Your task => Count the lines below in which "Alay" appears, then give that number by itself.

[Available data Boundary: Start]

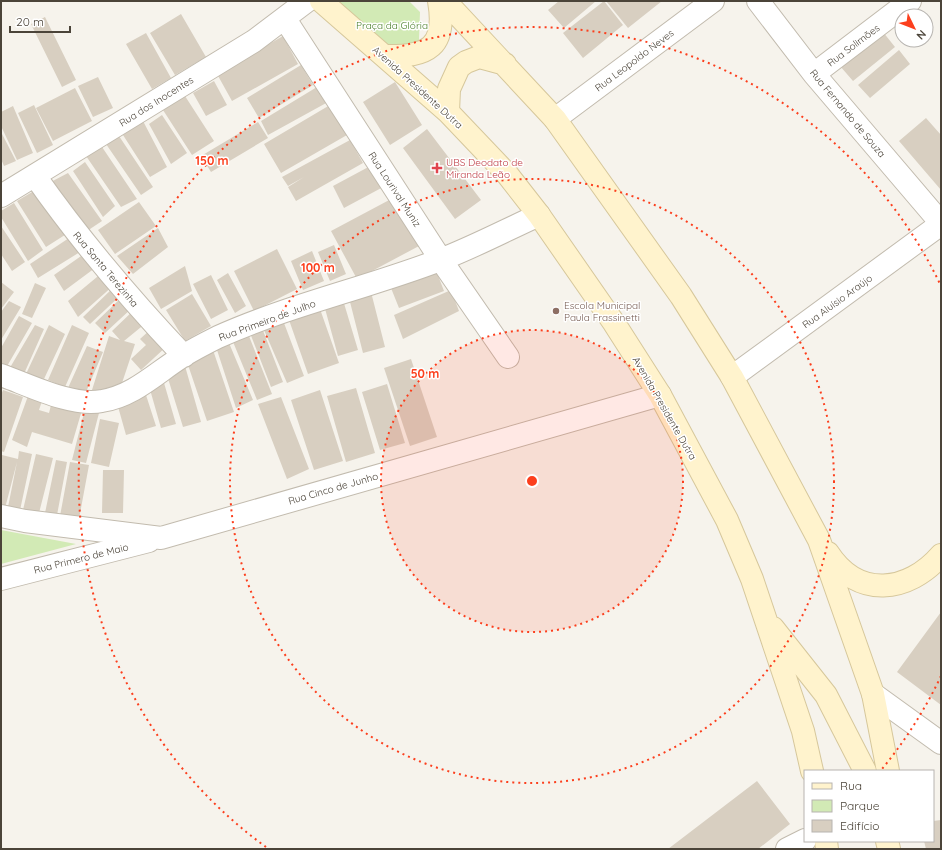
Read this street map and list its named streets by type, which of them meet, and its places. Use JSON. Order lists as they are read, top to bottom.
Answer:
{
  "streets": {
    "street": [
      "Rua Solimões",
      "Rua Leopoldo Neves",
      "Avenida Presidente Dutra",
      "Rua dos Inocentes",
      "Rua Fernando de Souza",
      "Rua Lourival Muniz",
      "Rua Santa Terezinha",
      "Rua Aluísio Araújo",
      "Rua Primeiro de Julho",
      "Rua Cinco de Junho",
      "Rua Primero de Maio"
    ]
  },
  "crossings": [
    ["Rua Solimões", "Rua Fernando de Souza"],
    ["Avenida Presidente Dutra", "Rua Primeiro de Julho"],
    ["Avenida Presidente Dutra", "Rua Cinco de Junho"],
    ["Rua dos Inocentes", "Rua Lourival Muniz"],
    ["Rua dos Inocentes", "Rua Santa Terezinha"],
    ["Rua Fernando de Souza", "Rua Aluísio Araújo"],
    ["Rua Lourival Muniz", "Rua Primeiro de Julho"],
    ["Rua Santa Terezinha", "Rua Primeiro de Julho"],
    ["Rua Cinco de Junho", "Rua Primero de Maio"]
  ],
  "parks": ["Praça da Glória"],
  "places": {
    "health": ["UBS Deodato de Miranda Leão"],
    "other": ["Escola Municipal Paula Frassinetti"]
  },
  "legend": ["Rua", "Parque", "Edifício"],
  "scale_bar": "20 m",
  "north": "bottom right",
  "rings": ["150 m", "100 m", "50 m"]
}
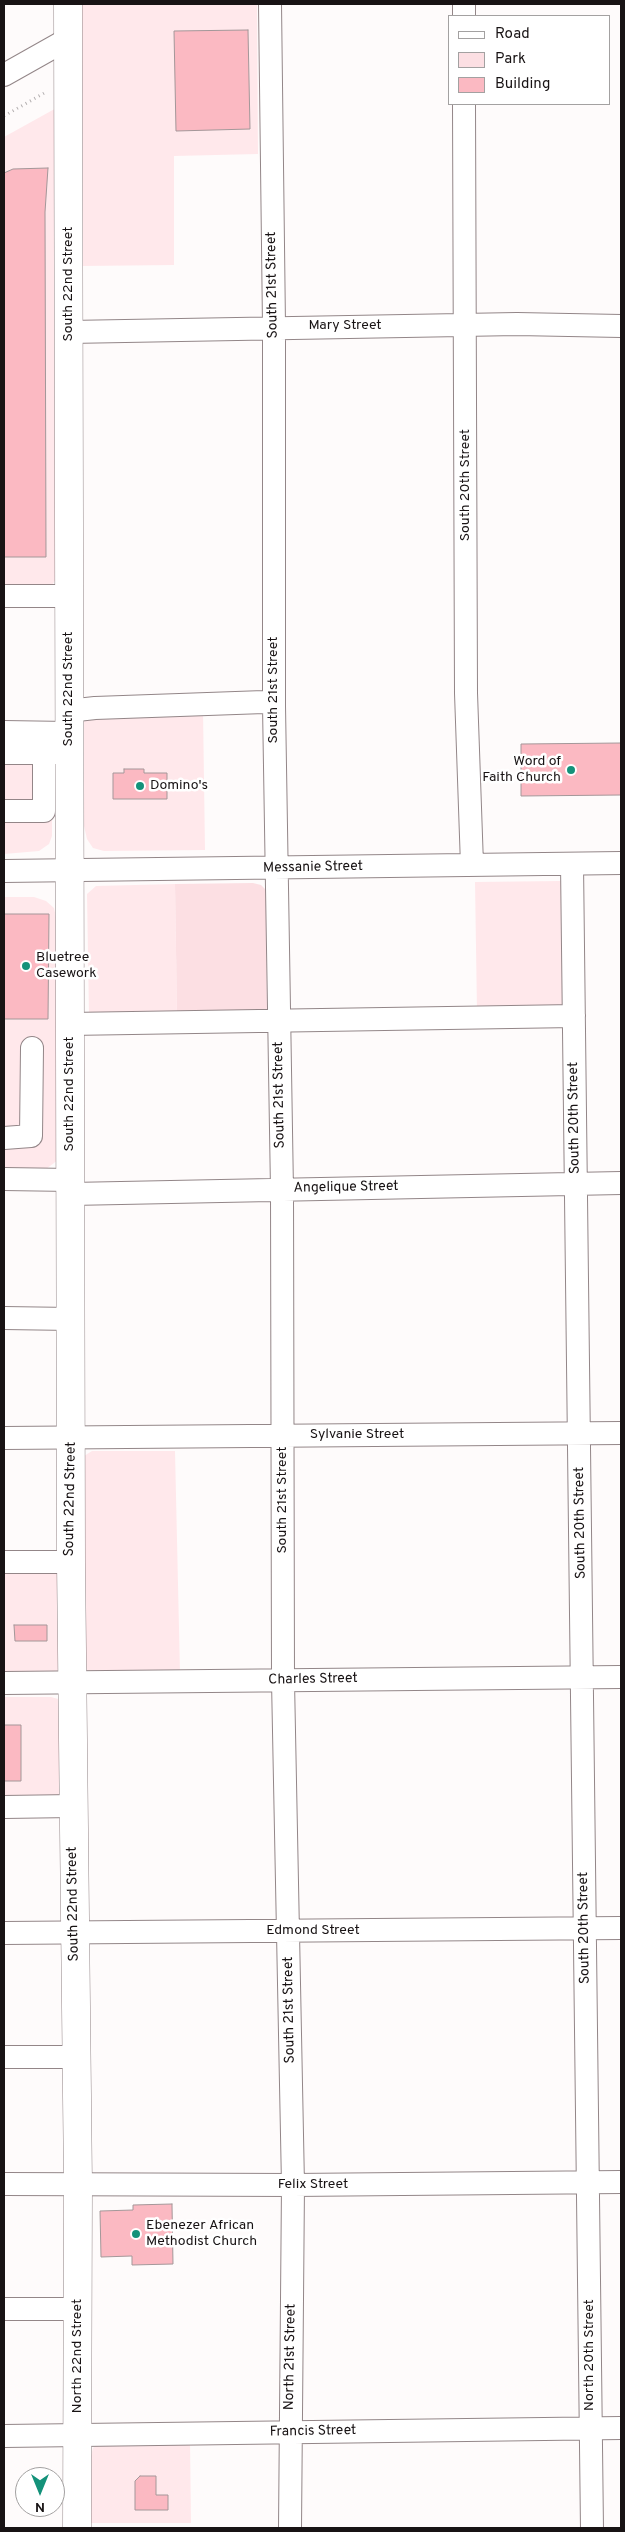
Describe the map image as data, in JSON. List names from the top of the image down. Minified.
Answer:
{"streets":{"main road":["South 22nd Street","North 22nd Street"],"street":["South 21st Street","Mary Street","South 20th Street","Messanie Street","Angelique Street","Sylvanie Street","Charles Street","Edmond Street","Felix Street","North 20th Street","North 21st Street","Francis Street"]},"crossings":[["South 22nd Street","Mary Street"],["South 22nd Street","Messanie Street"],["South 22nd Street","Angelique Street"],["South 22nd Street","Sylvanie Street"],["South 22nd Street","Charles Street"],["South 22nd Street","Edmond Street"],["South 22nd Street","Felix Street"],["South 22nd Street","North 22nd Street"],["South 21st Street","Mary Street"],["South 21st Street","Messanie Street"],["South 21st Street","Angelique Street"],["South 21st Street","Sylvanie Street"],["South 21st Street","Charles Street"],["South 21st Street","Edmond Street"],["South 21st Street","Felix Street"],["South 21st Street","North 21st Street"],["Mary Street","South 20th Street"],["South 20th Street","Messanie Street"],["South 20th Street","Angelique Street"],["South 20th Street","Sylvanie Street"],["South 20th Street","Charles Street"],["South 20th Street","Edmond Street"],["South 20th Street","Felix Street"],["South 20th Street","North 20th Street"],["Felix Street","North 20th Street"],["Felix Street","North 22nd Street"],["Felix Street","North 21st Street"],["North 20th Street","Francis Street"],["North 22nd Street","Francis Street"],["North 21st Street","Francis Street"]],"places":["Word of Faith Church","Domino's","Bluetree Casework","Ebenezer African Methodist Church"],"legend":["Road","Park","Building"],"north":"bottom"}
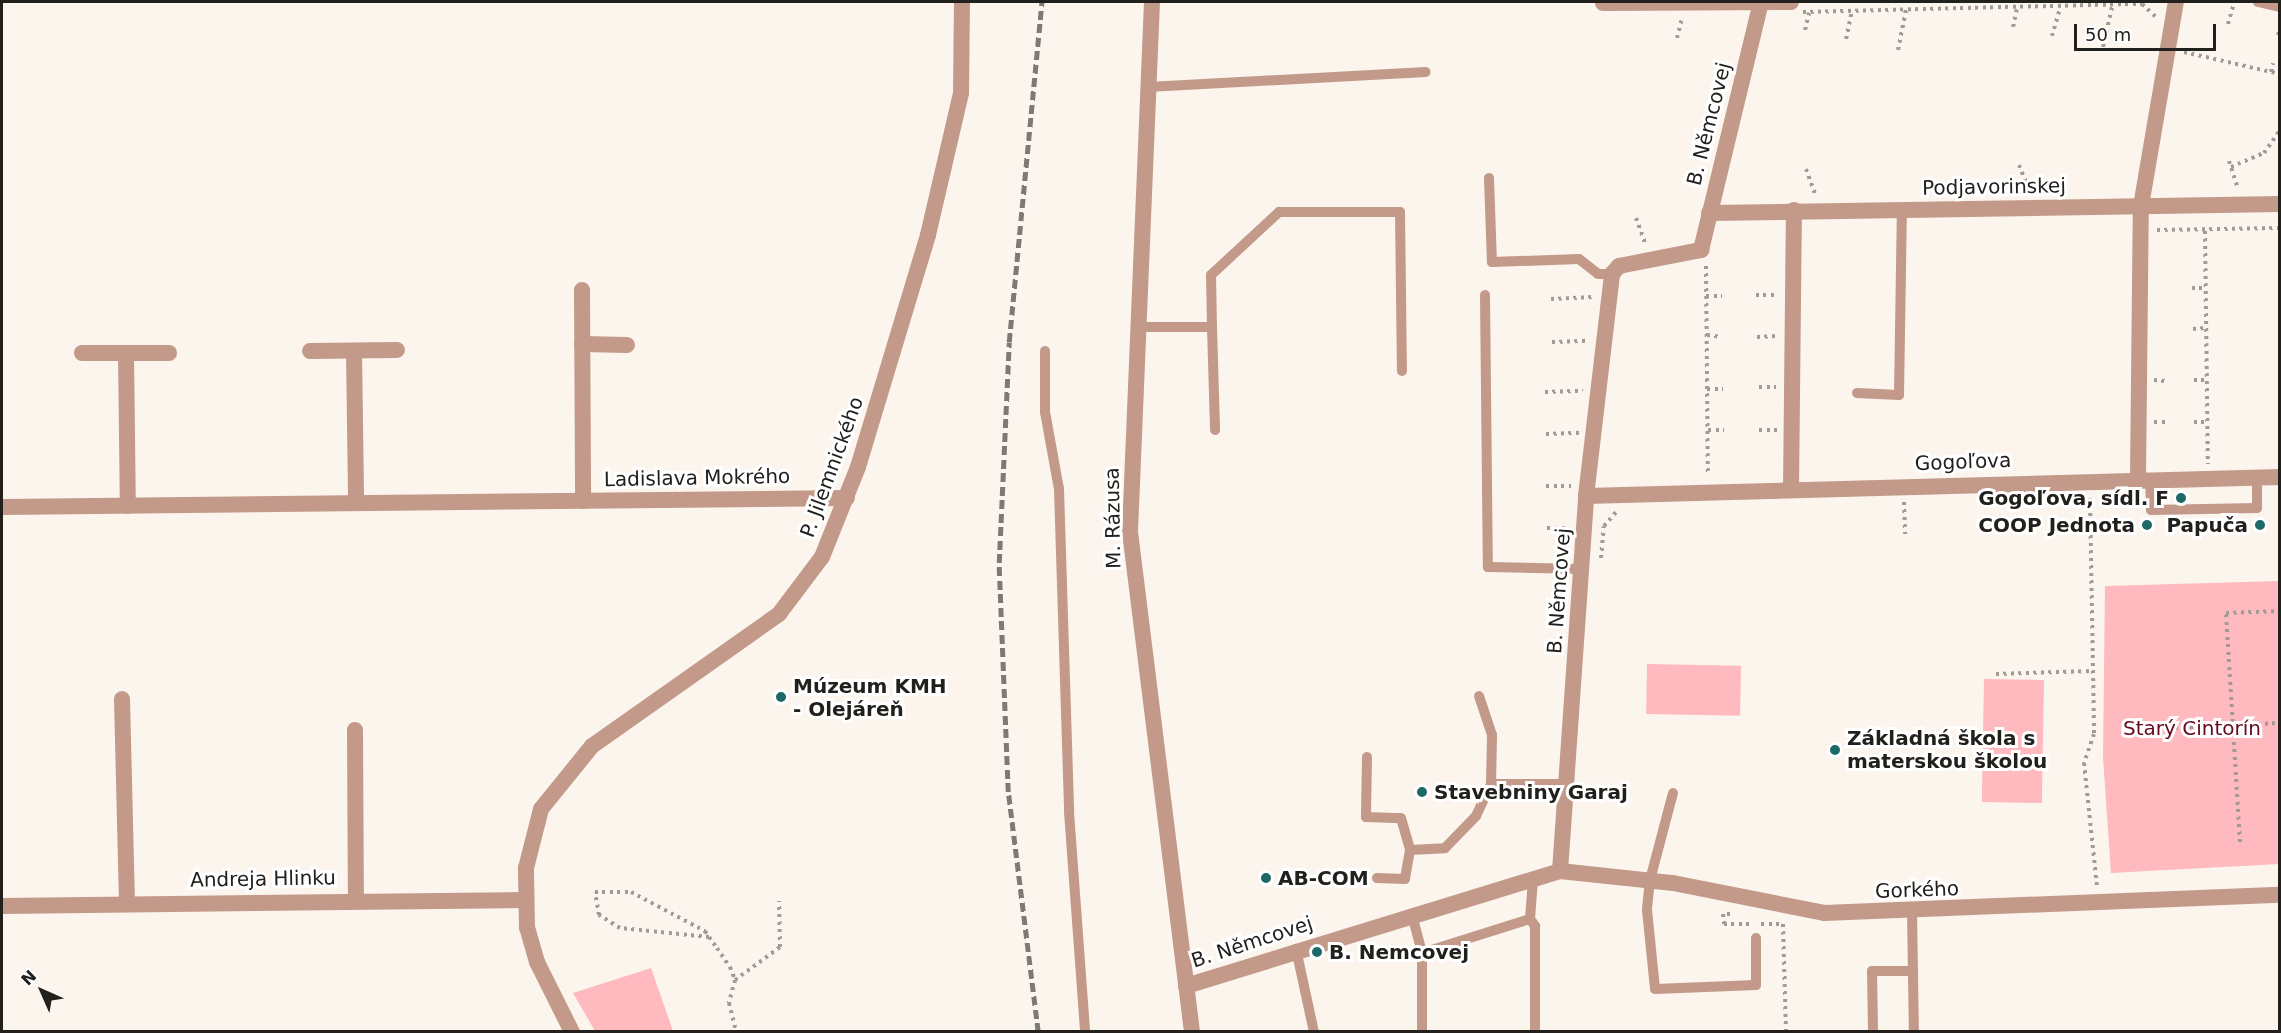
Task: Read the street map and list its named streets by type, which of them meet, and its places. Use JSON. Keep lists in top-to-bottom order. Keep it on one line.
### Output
{"streets":{"street":["B. Němcovej","Podjavorinskej","Gogoľova","P. Jilemnického","Ladislava Mokrého","M. Rázusa","Andreja Hlinku","Gorkého"]},"crossings":[["B. Němcovej","Podjavorinskej"],["B. Němcovej","Gogoľova"],["B. Němcovej","M. Rázusa"],["B. Němcovej","Gorkého"],["P. Jilemnického","Ladislava Mokrého"],["P. Jilemnického","Andreja Hlinku"]],"parks":["Starý Cintorín"],"places":["Gogoľova, sídl. F","COOP Jednota","Papuča","Múzeum KMH - Olejáreň","Základná škola s materskou školou","Stavebniny Garaj","AB-COM","B. Nemcovej"],"scale_bar":"50 m","north":"top left"}
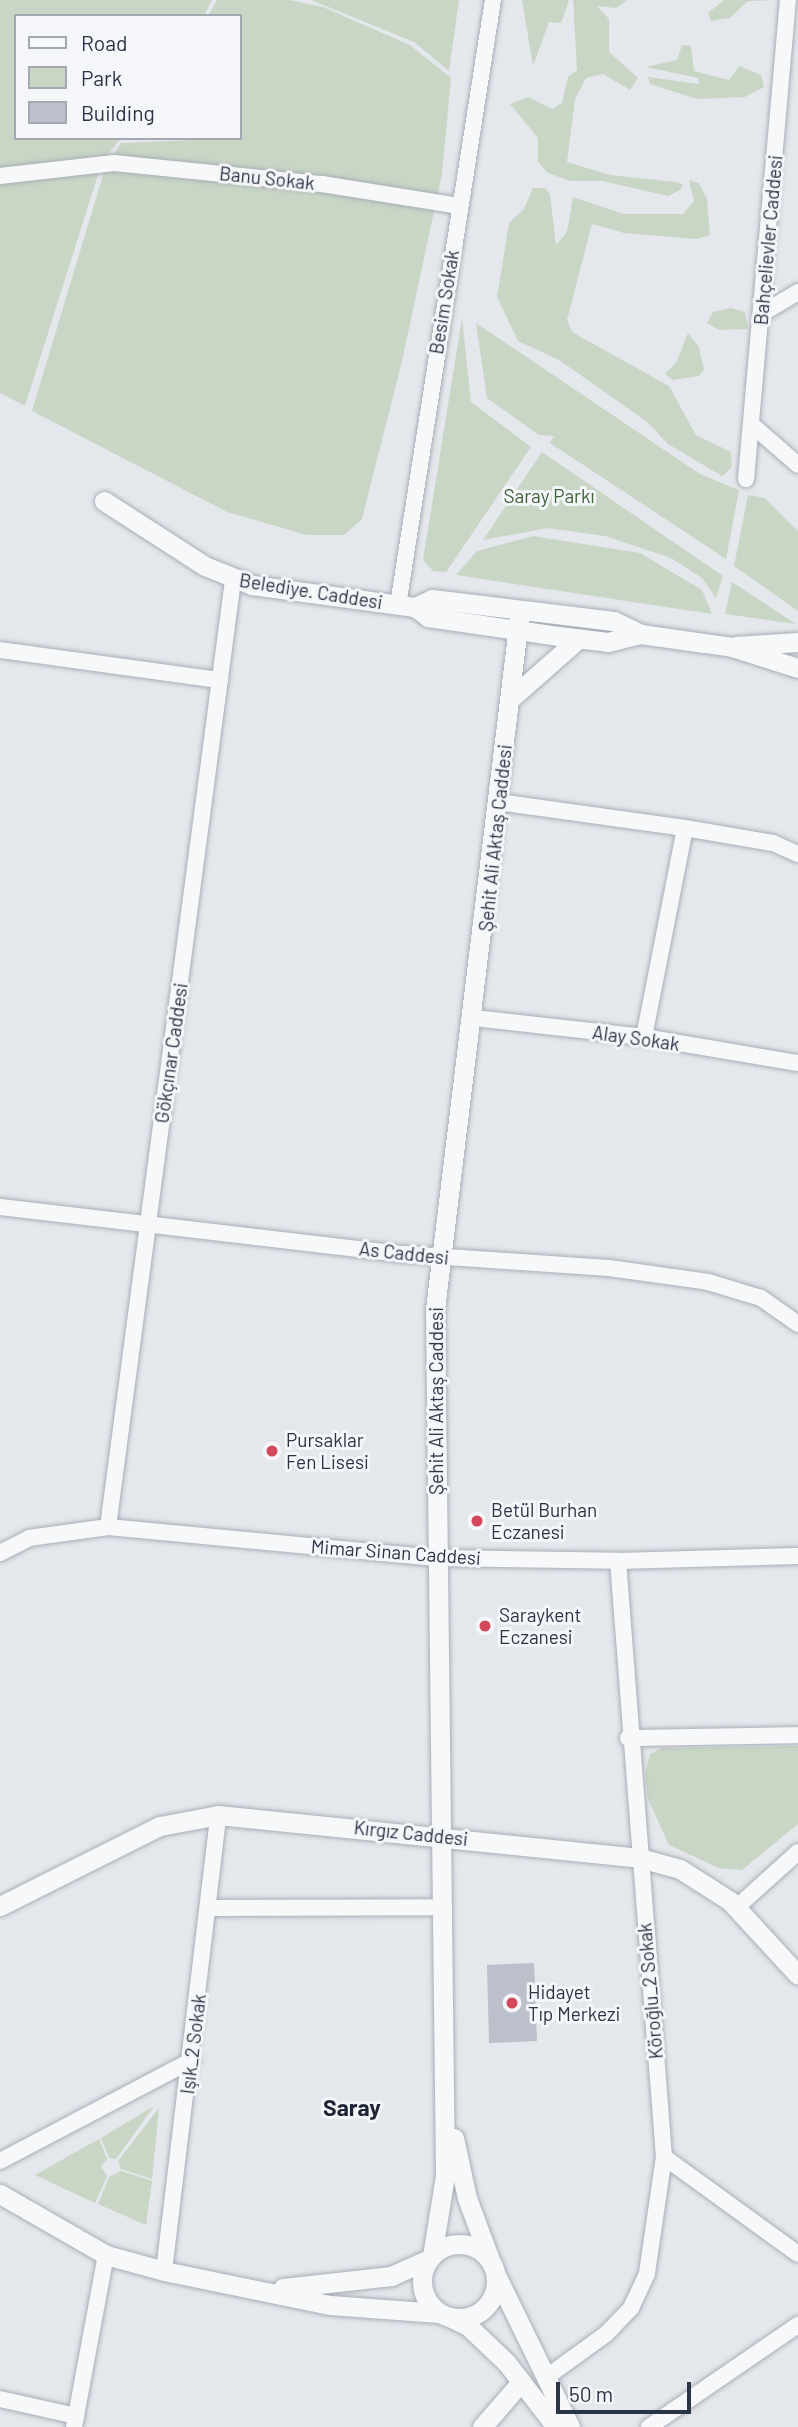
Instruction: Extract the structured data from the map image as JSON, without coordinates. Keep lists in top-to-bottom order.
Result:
{
  "streets": {
    "street": [
      "Banu Sokak",
      "Bahçelievler Caddesi",
      "Besim Sokak",
      "Belediye. Caddesi",
      "Şehit Ali Aktaş Caddesi",
      "Alay Sokak",
      "Gökçınar Caddesi",
      "As Caddesi",
      "Mimar Sinan Caddesi",
      "Kırgız Caddesi",
      "Köroğlu_2 Sokak",
      "Işık_2 Sokak"
    ]
  },
  "crossings": [
    ["Banu Sokak", "Besim Sokak"],
    ["Besim Sokak", "Belediye. Caddesi"],
    ["Belediye. Caddesi", "Şehit Ali Aktaş Caddesi"],
    ["Belediye. Caddesi", "Gökçınar Caddesi"],
    ["Şehit Ali Aktaş Caddesi", "Alay Sokak"],
    ["Şehit Ali Aktaş Caddesi", "As Caddesi"],
    ["Şehit Ali Aktaş Caddesi", "Mimar Sinan Caddesi"],
    ["Şehit Ali Aktaş Caddesi", "Kırgız Caddesi"],
    ["Şehit Ali Aktaş Caddesi", "Köroğlu_2 Sokak"],
    ["Gökçınar Caddesi", "As Caddesi"],
    ["Gökçınar Caddesi", "Mimar Sinan Caddesi"],
    ["Mimar Sinan Caddesi", "Köroğlu_2 Sokak"],
    ["Kırgız Caddesi", "Köroğlu_2 Sokak"],
    ["Kırgız Caddesi", "Işık_2 Sokak"]
  ],
  "districts": ["Saray"],
  "parks": ["Saray Parkı"],
  "places": [
    "Pursaklar Fen Lisesi",
    "Betül Burhan Eczanesi",
    "Saraykent Eczanesi",
    "Hidayet Tıp Merkezi"
  ],
  "legend": ["Road", "Park", "Building"],
  "scale_bar": "50 m"
}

[Available data Boundary: End]

Answer section => 2